◆ **Work to complete**:
All records are to be retyped faithfully and completely.

BEGIN The input

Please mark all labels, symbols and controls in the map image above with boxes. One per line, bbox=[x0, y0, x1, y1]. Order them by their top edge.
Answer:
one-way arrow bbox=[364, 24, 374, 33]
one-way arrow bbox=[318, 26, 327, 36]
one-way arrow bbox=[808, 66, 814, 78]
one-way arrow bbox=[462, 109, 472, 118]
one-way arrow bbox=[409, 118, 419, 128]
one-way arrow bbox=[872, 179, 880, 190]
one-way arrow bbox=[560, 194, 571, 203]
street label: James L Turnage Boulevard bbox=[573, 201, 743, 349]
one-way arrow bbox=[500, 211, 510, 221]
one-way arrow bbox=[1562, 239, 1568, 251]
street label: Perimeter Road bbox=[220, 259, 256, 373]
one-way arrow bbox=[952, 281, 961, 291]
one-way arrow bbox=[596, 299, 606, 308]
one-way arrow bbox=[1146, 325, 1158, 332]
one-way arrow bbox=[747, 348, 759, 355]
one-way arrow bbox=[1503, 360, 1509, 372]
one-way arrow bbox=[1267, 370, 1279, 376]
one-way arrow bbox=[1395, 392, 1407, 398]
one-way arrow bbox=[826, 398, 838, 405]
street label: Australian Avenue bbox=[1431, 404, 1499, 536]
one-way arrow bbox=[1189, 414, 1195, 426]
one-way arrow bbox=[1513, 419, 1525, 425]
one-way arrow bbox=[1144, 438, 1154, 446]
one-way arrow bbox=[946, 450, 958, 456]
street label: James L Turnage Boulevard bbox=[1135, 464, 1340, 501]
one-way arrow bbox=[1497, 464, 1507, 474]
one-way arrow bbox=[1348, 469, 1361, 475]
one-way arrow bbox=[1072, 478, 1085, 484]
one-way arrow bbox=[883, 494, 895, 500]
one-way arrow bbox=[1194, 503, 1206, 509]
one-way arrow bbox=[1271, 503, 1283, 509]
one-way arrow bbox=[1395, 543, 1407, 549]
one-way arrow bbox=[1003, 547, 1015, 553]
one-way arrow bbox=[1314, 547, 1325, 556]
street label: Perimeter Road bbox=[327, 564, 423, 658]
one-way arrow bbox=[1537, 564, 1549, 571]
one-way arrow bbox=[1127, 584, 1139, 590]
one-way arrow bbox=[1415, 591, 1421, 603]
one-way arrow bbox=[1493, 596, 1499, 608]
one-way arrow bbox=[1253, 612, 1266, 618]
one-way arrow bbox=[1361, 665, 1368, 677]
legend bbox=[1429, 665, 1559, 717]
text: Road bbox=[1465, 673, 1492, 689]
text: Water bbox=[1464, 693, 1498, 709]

END The input

◆ **Result of this exercise**:
Please mark all labels, symbols and controls in the map image above with boxes. One per line, bbox=[x0, y0, x1, y1]. Order them by their top edge.
Answer:
one-way arrow bbox=[364, 24, 374, 33]
one-way arrow bbox=[318, 26, 327, 36]
one-way arrow bbox=[808, 66, 814, 78]
one-way arrow bbox=[462, 109, 472, 118]
one-way arrow bbox=[409, 118, 419, 128]
one-way arrow bbox=[872, 179, 880, 190]
one-way arrow bbox=[560, 194, 571, 203]
street label: James L Turnage Boulevard bbox=[573, 201, 743, 349]
one-way arrow bbox=[500, 211, 510, 221]
one-way arrow bbox=[1562, 239, 1568, 251]
street label: Perimeter Road bbox=[220, 259, 256, 373]
one-way arrow bbox=[952, 281, 961, 291]
one-way arrow bbox=[596, 299, 606, 308]
one-way arrow bbox=[1146, 325, 1158, 332]
one-way arrow bbox=[747, 348, 759, 355]
one-way arrow bbox=[1503, 360, 1509, 372]
one-way arrow bbox=[1267, 370, 1279, 376]
one-way arrow bbox=[1395, 392, 1407, 398]
one-way arrow bbox=[826, 398, 838, 405]
street label: Australian Avenue bbox=[1431, 404, 1499, 536]
one-way arrow bbox=[1189, 414, 1195, 426]
one-way arrow bbox=[1513, 419, 1525, 425]
one-way arrow bbox=[1144, 438, 1154, 446]
one-way arrow bbox=[946, 450, 958, 456]
street label: James L Turnage Boulevard bbox=[1135, 464, 1340, 501]
one-way arrow bbox=[1497, 464, 1507, 474]
one-way arrow bbox=[1348, 469, 1361, 475]
one-way arrow bbox=[1072, 478, 1085, 484]
one-way arrow bbox=[883, 494, 895, 500]
one-way arrow bbox=[1194, 503, 1206, 509]
one-way arrow bbox=[1271, 503, 1283, 509]
one-way arrow bbox=[1395, 543, 1407, 549]
one-way arrow bbox=[1003, 547, 1015, 553]
one-way arrow bbox=[1314, 547, 1325, 556]
street label: Perimeter Road bbox=[327, 564, 423, 658]
one-way arrow bbox=[1537, 564, 1549, 571]
one-way arrow bbox=[1127, 584, 1139, 590]
one-way arrow bbox=[1415, 591, 1421, 603]
one-way arrow bbox=[1493, 596, 1499, 608]
one-way arrow bbox=[1253, 612, 1266, 618]
one-way arrow bbox=[1361, 665, 1368, 677]
legend bbox=[1429, 665, 1559, 717]
text: Road bbox=[1465, 673, 1492, 689]
text: Water bbox=[1464, 693, 1498, 709]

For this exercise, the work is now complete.